Network Topology Mapping from Partial Virtual Coordinates and Graph Geodesics

TL;DR

This paper introduces a novel method combining shortest path recovery and low-rank matrix completion to accurately map network topology from limited hop-distance measurements, applicable to sensor and social networks.

Contribution

It presents a generalized approach for topology mapping using partial virtual coordinates and graph geodesics, extending existing methods to networks without global anchors.

Findings

Accurately captures network connectivity with few measurements

Applicable to sensor and social networks in 2-D and 3-D spaces

Enables topology extraction from random shortest path sets

Abstract

For many important network types (e.g., sensor networks in complex harsh environments and social networks) physical coordinate systems (e.g., Cartesian), and physical distances (e.g., Euclidean), are either difficult to discern or inapplicable. Accordingly, coordinate systems and characterizations based on hop-distance measurements, such as Topology Preserving Maps (TPMs) and Virtual-Coordinate (VC) systems are attractive alternatives to Cartesian coordinates for many network algorithms. Herein, we present an approach to recover geometric and topological properties of a network with a small set of distance measurements. In particular, our approach is a combination of shortest path (often called geodesic) recovery concepts and low-rank matrix completion, generalized to the case of hop-distances in graphs. Results for sensor networks embedded in 2-D and 3-D spaces, as well as a social networks, indicates that the method can accurately capture the network connectivity with a small set of measurements.
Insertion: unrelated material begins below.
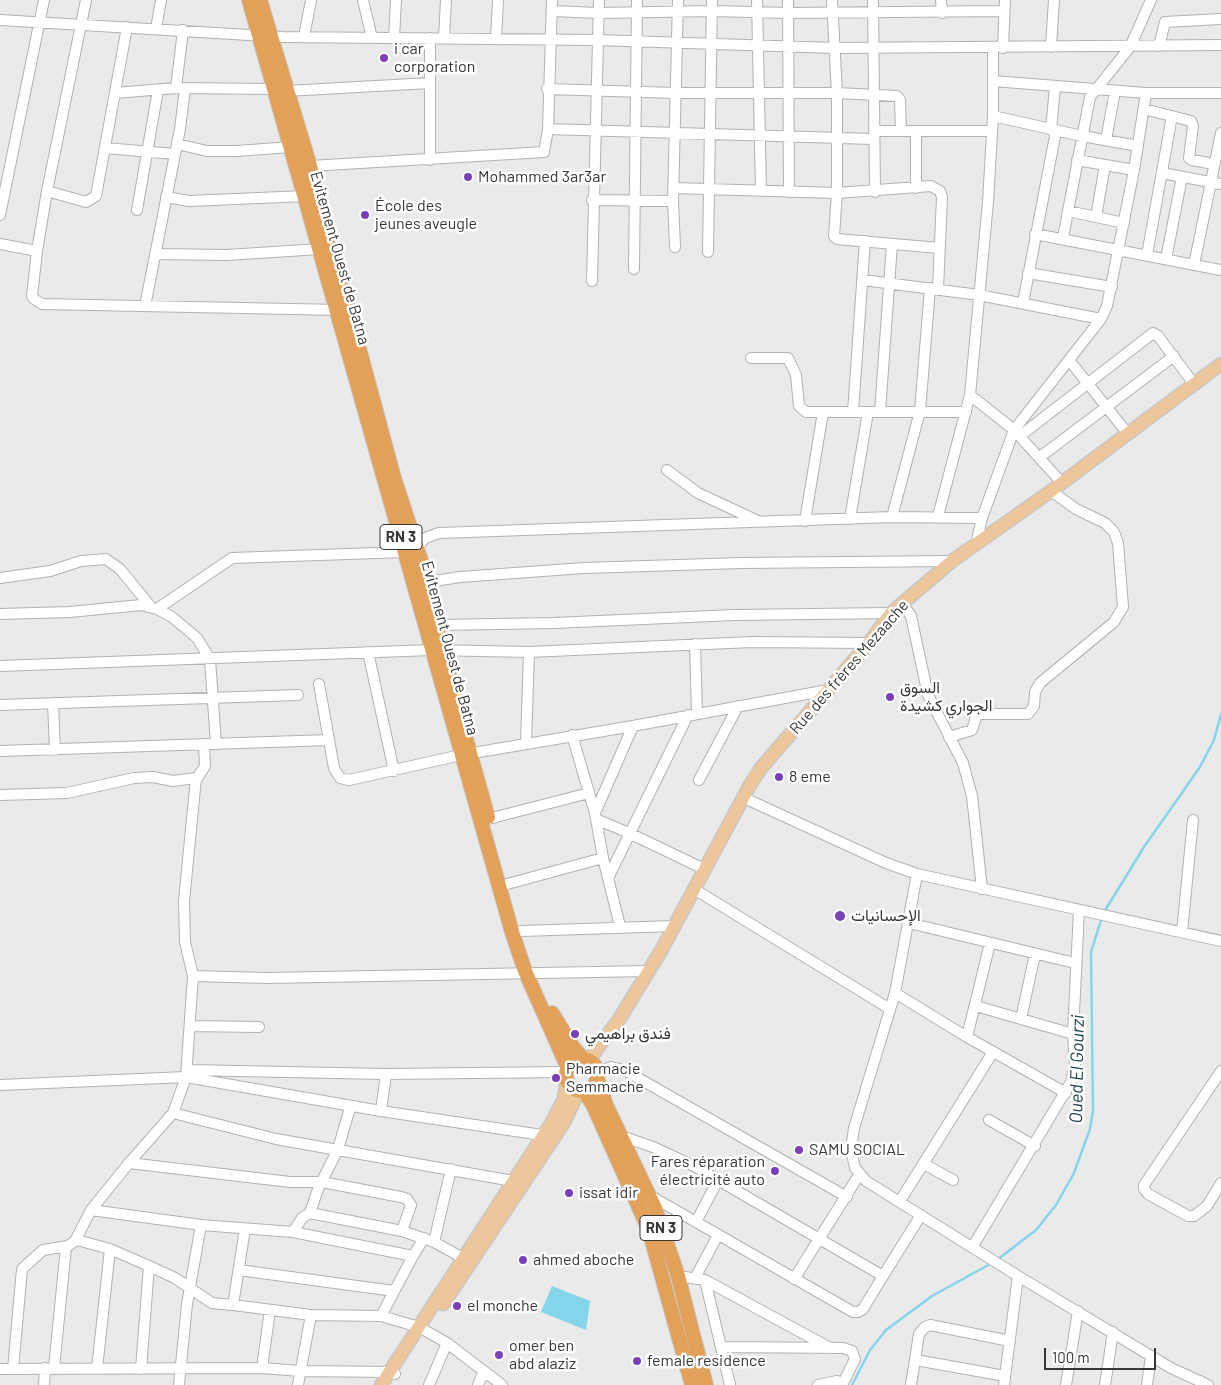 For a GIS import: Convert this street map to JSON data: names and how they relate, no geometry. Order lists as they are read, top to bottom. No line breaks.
{"streets":{"highway":["Evitement Ouest de Batna","RN 3"],"main road":["Rue des frères Mezaache"]},"crossings":[["Evitement Ouest de Batna","RN 3"],["Evitement Ouest de Batna","Rue des frères Mezaache"],["RN 3","Rue des frères Mezaache"]],"water":["Oued El Gourzi"],"places":["i car corporation","Mohammed 3ar3ar","École des jeunes aveugle","السوق الجواري كشيدة","8 eme","الإحسانيات","فندق براهيمي","Pharmacie Semmache","SAMU SOCIAL","Fares réparation électricité auto","issat idir","ahmed aboche","el monche","omer ben abd alaziz","female residence"],"scale_bar":"100 m"}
TPM generation can now also be based on various context appropriate measurements or VC systems, as long as they characterize different nodes by distances to small sets of random nodes (instead of a set of global anchors). The proposed method is a significant generalization that allows the topology to be extracted from a random set of graph shortest paths, making it applicable in contexts such as social networks where VC generation may not be possible.